On Monday, Cantor Fitzgerald published a note containing key takeaways on the self-storage sector from an interview with Aaron Swerdlin, executive managing director with Cantor Fitzgerald affiliate NGKF Capital Markets.
Cantor Fitzgerald covers all four publicly-traded self-storage REITs:
- CubeSmart CUBE – Buy rated; $23.50 PT
- Extra Space Storage, Inc. EXR – Hold rated; $57.50 PT
- Public Storage PSA – Buy rated; $199 PT
- Sovran Self Storage Inc SSS – Hold rated; $89 PT
Tale Of The Tape – Past Year
No updates or price target changes were included in the Cantor Fitzgerald note.
Cantor Fitzgerald – Self-Storage Overview
Cantor remains overweight the sub-sector, noting that self-storage REITs "have out-performed broader markets in the last few years driven by 1) robust consumer demand, 2) limited new supply, 3) increasingly sophisticated revenue management systems and 4) technology advantages over private/smaller owner/operators."
Cantor Fitzgerald – Swerdlin Key Takeaways
Outlook – Depends On Pricing Power:
- Cantor noted, "As occupancy approaches historical high levels, Mr. Swerdlin believes that pricing (especially renewals) should drive growth."
- Swerdlin "believes that optimum occupancy is in a range of 89 - 91 percent (average) and leads to revenue maximization."
- "Private operators pricing," he added, "remains well below public REITs pricing driven by lack of revenue management systems, technology, and the conservative nature of private operators."
- This gap might dampen public REIT pricing power.
- "On the expense side, the biggest variable is property taxes — as [Cantor] had expected."
Supply – Remains In-Check (For Now):
- Swerdlin "expects net absorption to remain positive in the sub-sector driven by robust demand drivers (e.g., population growth)."
- "In attractive, high barrier markets (e.g. New York, San Francisco), land prices remain competitive. As such, secondary and tertiary markets could see more development."
- "Construction financing is disciplined as compared to pre-financial crisis levels with equity in the form of cash being the primary requirement. Terms include rates that are 300-500bps over LIBOR, 3 - 5 year term with two one-year extensions available and 25 - 35 percent equity."
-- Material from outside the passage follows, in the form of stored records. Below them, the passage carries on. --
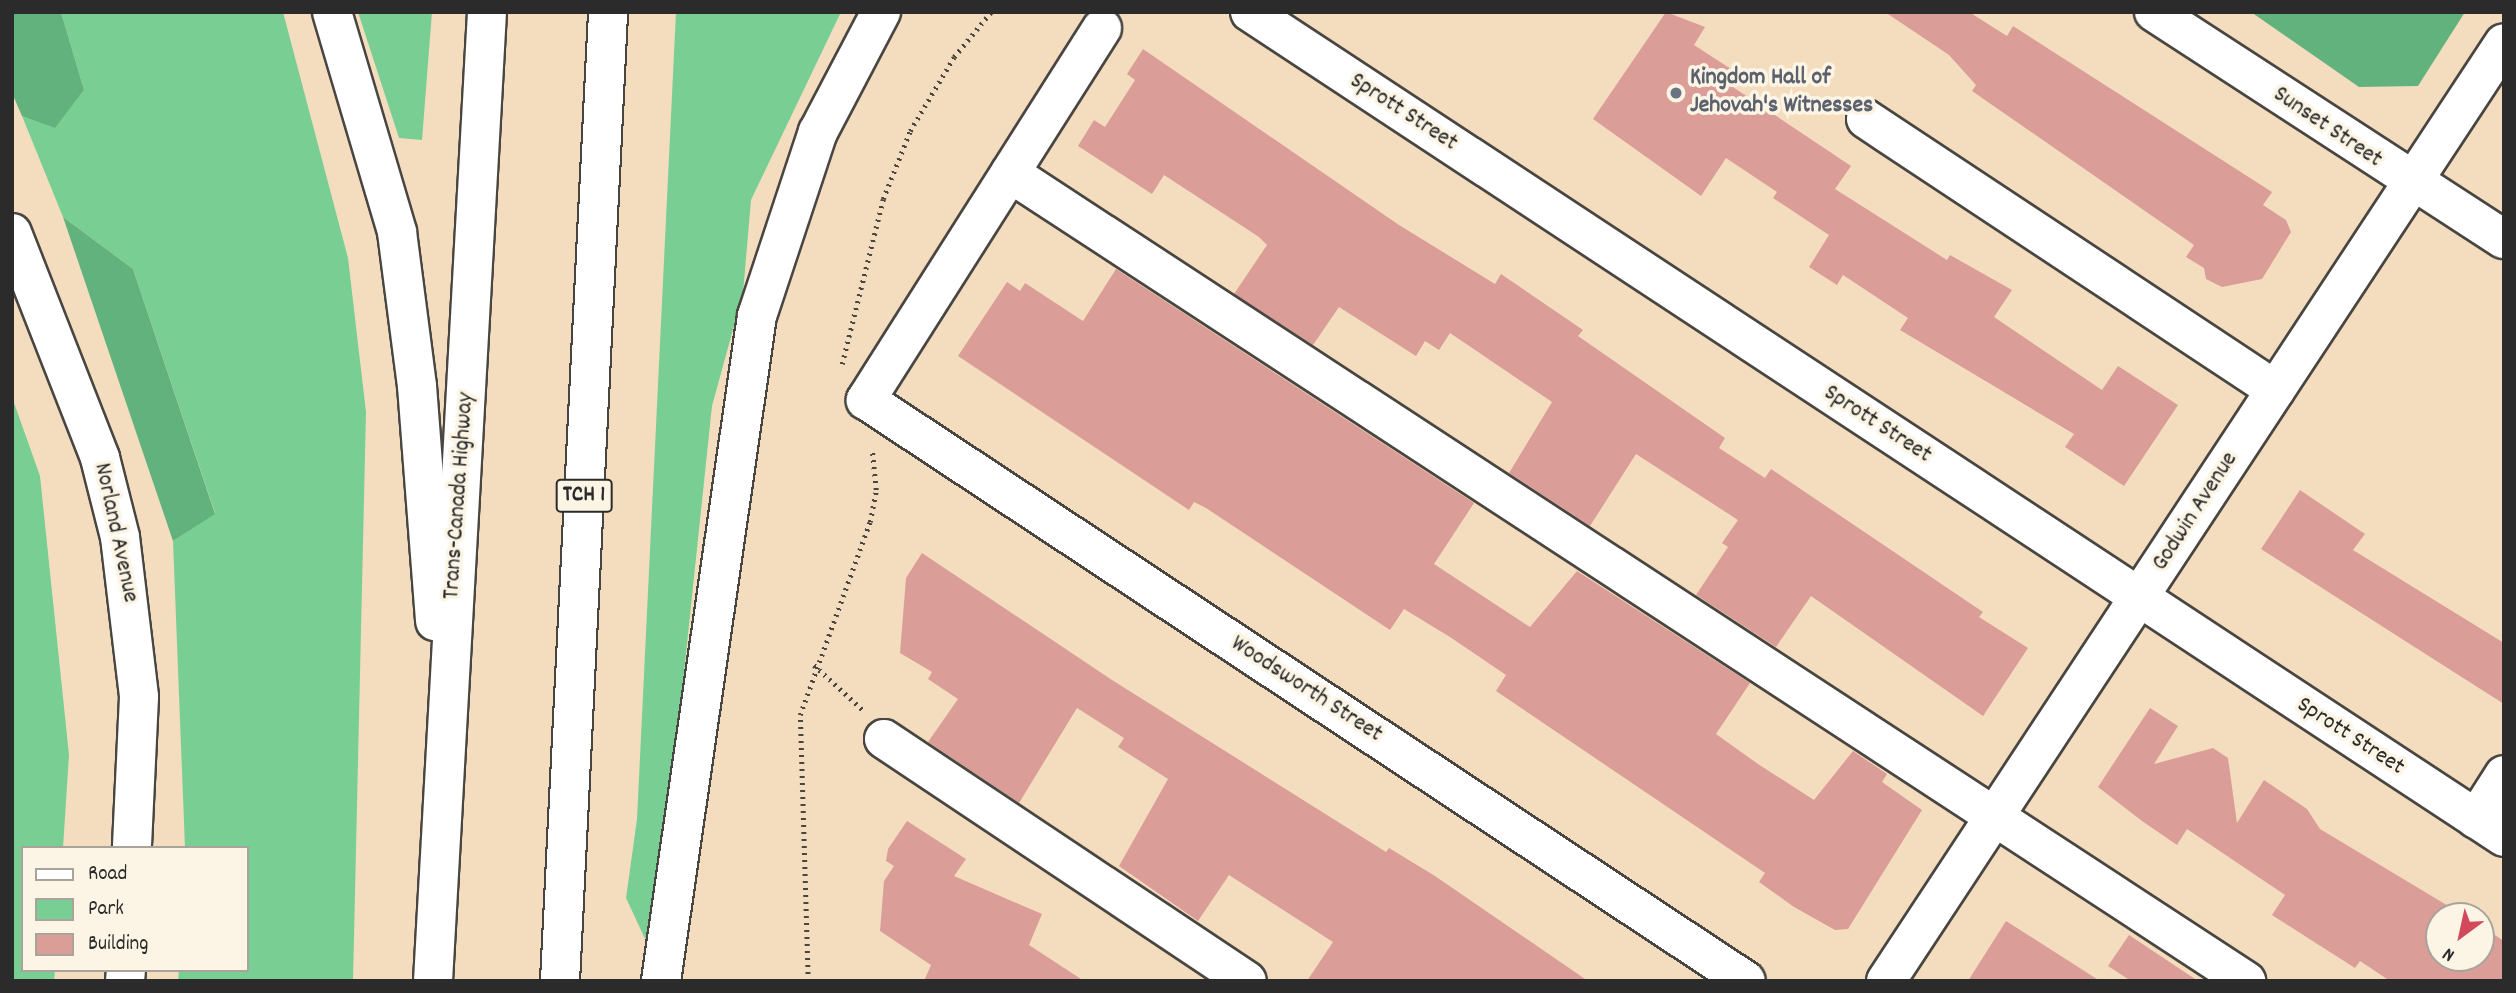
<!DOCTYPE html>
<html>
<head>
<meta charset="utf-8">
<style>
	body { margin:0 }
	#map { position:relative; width:2516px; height:993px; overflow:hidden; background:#f4ddbf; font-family:Dekko,sans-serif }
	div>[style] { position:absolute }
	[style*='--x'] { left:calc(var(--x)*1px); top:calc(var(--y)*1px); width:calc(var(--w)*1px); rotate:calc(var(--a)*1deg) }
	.green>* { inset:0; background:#79cf93 }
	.forest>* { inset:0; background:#62b27d }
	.building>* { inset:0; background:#db9d97 }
	.path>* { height:4.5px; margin-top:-2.25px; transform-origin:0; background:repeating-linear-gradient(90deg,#494641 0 2px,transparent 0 7px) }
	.roads { filter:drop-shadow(2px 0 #494641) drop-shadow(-2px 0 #494641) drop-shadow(0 2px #494641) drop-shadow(0 -2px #494641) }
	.minor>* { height:38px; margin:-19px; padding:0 19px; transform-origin:19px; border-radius:19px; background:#fff }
	.major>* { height:38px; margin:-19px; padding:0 19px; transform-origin:19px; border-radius:19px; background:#fff }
	.highway>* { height:38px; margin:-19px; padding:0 19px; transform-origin:19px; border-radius:19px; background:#fff }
	.dots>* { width:19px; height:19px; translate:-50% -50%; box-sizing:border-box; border:4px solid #fcf5e5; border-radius:50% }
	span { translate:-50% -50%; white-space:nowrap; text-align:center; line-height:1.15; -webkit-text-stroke:7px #fcf5e5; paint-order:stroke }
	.shield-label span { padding:2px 5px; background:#fcf5e5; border:2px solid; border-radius:5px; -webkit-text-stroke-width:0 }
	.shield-label { font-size:23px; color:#2b2b2b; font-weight:700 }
	.worship-label { font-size:24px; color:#5b616d; font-weight:700 }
	.left { translate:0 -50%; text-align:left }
	.street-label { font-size:24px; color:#2b2b2b }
	.frame { position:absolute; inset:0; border:14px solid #2b2b2b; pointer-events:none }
	.legend { position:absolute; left:21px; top:846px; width:228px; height:126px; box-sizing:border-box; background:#fcf5e5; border:2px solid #a8a49b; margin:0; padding:9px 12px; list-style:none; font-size:21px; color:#2b2b2b }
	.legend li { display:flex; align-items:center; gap:14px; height:35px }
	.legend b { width:35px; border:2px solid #a8a49b }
	.north { position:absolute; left:2425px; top:902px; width:70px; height:70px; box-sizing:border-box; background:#fcf5e5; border:2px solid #a8a49b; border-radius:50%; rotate:213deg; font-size:19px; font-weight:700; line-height:28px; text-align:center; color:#2b2b2b }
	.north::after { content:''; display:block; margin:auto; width:24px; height:32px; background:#d1495b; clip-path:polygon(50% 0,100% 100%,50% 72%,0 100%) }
</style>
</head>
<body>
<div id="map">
	<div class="green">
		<i style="clip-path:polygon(61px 12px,283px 12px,348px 258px,366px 412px,353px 981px,178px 981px,179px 970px,247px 970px,247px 848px,185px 848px,173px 541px,215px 513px,133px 269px,63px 217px,22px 116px,55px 127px,84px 90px)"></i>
		<i style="clip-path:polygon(358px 12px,432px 12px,422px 140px,399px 138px)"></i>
		<i style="clip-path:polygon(676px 12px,841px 12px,751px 200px,743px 293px,712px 406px,654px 958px,626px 898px,637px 819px)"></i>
		<i style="clip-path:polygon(12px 397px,40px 476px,69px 755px,63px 848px,23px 848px,23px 970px,55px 970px,54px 981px,12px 981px)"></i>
	</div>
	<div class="forest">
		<i style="clip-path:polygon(12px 12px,61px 12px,84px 90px,55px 128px,22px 116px,12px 93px)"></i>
		<i style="clip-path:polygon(2251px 12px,2465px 12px,2418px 86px,2359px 87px)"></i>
		<i style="clip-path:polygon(63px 217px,133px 269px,215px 514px,173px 541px)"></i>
	</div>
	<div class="building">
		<i style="clip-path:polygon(1666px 12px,1705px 27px,1694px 45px,1731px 69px,1724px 81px,1851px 166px,1835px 189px,1947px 260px,1950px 255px,2012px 290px,1994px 317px,2102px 390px,2118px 366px,2178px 405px,2124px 486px,2065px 447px,2074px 434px,1900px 330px,1908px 318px,1843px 275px,1837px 285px,1809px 267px,1829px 235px,1773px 198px,1777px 192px,1726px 158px,1701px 196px,1593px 119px)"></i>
		<i style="clip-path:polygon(1885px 12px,1969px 12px,2007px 36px,2013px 26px,2272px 192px,2263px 205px,2286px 220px,2291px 232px,2262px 279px,2222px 287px,2206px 279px,2204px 268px,2186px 257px,2194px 245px,1972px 91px,1976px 85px,1949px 55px)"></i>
		<i style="clip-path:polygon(1143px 49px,1399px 225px,1495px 284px,1501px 274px,1583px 330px,1578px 336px,1725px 438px,1719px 448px,1765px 478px,1771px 469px,1983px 612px,1979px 617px,2028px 648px,1983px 716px,1811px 596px,1776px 647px,1696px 595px,1728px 547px,1722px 543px,1738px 520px,1636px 454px,1590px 526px,1509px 473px,1552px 402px,1450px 333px,1439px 350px,1425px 341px,1416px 356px,1339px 307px,1313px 345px,1234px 294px,1267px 245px,1259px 237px,1164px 175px,1152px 194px,1078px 146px,1094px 120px,1105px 127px,1135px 80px,1127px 74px)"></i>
		<i style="clip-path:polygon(1116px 269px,1474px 503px,1434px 564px,1530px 627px,1577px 571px,1750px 683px,1716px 734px,1758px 764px,1814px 800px,1853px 751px,1887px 774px,1882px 782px,1922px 810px,1848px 929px,1835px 930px,1794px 907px,1759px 882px,1765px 873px,1496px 691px,1506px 675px,1450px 637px,1404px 609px,1390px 630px,1206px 508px,1194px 502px,1189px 510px,958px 356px,1007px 282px,1020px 291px,1025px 283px,1083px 321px)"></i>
		<i style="clip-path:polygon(2300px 490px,2365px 534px,2353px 550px,2504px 643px,2504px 704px,2261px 549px)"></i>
		<i style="clip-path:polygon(922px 553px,1112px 680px,1386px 852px,1389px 848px,1435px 876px,1588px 981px,1307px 981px,1333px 942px,1229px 875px,1198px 921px,1119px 866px,1168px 779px,1118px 747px,1124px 738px,1077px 708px,1019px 803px,928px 742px,958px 699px,928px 679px,932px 672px,900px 653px,906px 578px)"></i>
		<i style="clip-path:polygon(2150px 708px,2178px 726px,2154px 764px,2213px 748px,2228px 758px,2237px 823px,2264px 780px,2307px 809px,2320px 829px,2465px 916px,2439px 916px,2439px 958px,2481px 958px,2481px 926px,2504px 941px,2504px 981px,2390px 981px,2360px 961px,2355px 968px,2272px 915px,2285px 895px,2187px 829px,2177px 845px,2142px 821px,2098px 787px)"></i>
		<i style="clip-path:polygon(907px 821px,966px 859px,954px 876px,1042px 914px,1029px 945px,1084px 981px,924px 981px,931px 965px,880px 931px,884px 881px,894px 866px,886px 861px,888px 849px)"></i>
		<i style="clip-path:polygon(2006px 921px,2100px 981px,1968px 981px)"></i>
		<i style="clip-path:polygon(2129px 935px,2198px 981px,2131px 981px,2108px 966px)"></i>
	</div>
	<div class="path">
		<i style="--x:842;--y:364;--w:170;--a:-76"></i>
		<i style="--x:883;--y:199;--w:73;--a:-68.3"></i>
		<i style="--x:910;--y:131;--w:86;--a:-59.3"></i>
		<i style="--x:954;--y:57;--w:58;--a:-50.6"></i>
		<i style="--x:814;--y:665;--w:67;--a:42.6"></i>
		<i style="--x:808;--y:981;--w:266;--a:-91.7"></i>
		<i style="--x:800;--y:715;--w:205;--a:-70.1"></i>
		<i style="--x:870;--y:522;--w:33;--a:-79"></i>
		<i style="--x:876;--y:490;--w:41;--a:-95.6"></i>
	</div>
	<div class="roads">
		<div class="minor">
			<i style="--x:2154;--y:12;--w:417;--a:33"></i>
			<i style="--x:1102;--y:28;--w:441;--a:122.4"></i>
			<i style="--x:866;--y:400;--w:1054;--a:33.43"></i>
			<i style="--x:1866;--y:119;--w:491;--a:33.5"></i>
			<i style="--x:1010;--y:173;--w:1477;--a:33.17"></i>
			<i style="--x:12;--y:233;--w:242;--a:68.6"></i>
			<i style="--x:100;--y:458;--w:81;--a:75.8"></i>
			<i style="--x:120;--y:537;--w:161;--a:83.2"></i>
			<i style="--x:139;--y:697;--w:151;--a:92.7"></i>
			<i style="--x:884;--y:739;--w:436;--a:33.7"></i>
			<i style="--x:2476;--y:819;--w:52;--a:-57.5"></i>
			<i style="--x:125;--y:981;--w:11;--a:-85"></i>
			<i style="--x:1886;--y:981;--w:1123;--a:-56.62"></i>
		</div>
		<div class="major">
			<i style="--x:1250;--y:12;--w:1501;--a:33.34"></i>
		</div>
		<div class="highway">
			<i style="--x:332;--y:12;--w:229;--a:73.5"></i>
			<i style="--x:397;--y:232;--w:155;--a:82.6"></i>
			<i style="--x:417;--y:386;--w:236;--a:85.6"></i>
			<i style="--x:433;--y:981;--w:971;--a:-86.81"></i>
			<i style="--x:560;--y:981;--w:970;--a:-87.16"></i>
			<i style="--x:661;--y:981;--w:672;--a:-81.79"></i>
			<i style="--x:757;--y:316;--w:194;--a:-71.7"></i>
			<i style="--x:818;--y:132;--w:136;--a:-62.3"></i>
		</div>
	</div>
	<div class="dots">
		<i style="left:1676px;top:93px;background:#6b7280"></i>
	</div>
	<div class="shield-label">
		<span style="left:584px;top:496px">TCH 1</span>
	</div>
	<div class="worship-label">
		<span class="left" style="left:1690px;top:93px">Kingdom Hall of<br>Jehovah's Witnesses</span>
	</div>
	<div class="street-label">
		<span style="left:1403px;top:113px;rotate:33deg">Sprott Street</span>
		<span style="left:2327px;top:128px;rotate:34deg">Sunset Street</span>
		<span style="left:1877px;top:425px;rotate:33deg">Sprott Street</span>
		<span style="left:460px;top:496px;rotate:-86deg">Trans-Canada Highway</span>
		<span style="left:2196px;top:512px;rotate:-57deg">Godwin Avenue</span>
		<span style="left:115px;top:533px;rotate:78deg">Norland Avenue</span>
		<span style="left:1306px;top:690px;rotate:33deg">Woodsworth Street</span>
		<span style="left:2350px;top:737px;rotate:33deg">Sprott Street</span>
	</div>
	<div class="frame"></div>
	<ul class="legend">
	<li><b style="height:9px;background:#fff"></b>Road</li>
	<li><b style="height:19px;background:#79cf93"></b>Park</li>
	<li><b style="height:19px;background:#db9d97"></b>Building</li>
	</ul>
	<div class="north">N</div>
</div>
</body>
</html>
- "Development yields stand at approximately 8 - 10 percent—attractive as compared to market cap rates."
- "While there has been an uptick in 'certificate of occupancy' deals [...] Swerdlin doesn't expect it to grow due to risks associated with delivery 2-3 years from now."
More Transactions, Lower Deal Size:
- "In 2014, the self-storage sector saw transactions valued at approximately $2.0 billion." In 2015, due to fewer large portfolios, Swerdlin "expects transactions at approximately $1.5 - 1.8 billion range with larger number of transactions and deals in a range of $50 - 70 million."
- "As the deal volume slows in the top 10 MSAs, more capital is flowing into top 25 MSAs."
- "Buyers include public REITS, private equity, pension funds, hedge funds, et cetera, while sellers include institutional partners/funds reaching the end of holding periods."
- In Swerdlin's view, typical underwriting on a $50 million deal "includes: 55 - 70 percent leverage, 2 - 5 year interest only loan with all in coupon in a range of high 3s (floating) to low 4s (CMBS) and 5 - 7 year holding period."
- Stabilized cap rates stand in a range of 5.75 - 6.50 percent with exit cap rates approximately 100bps higher assuming a 5-year holding period."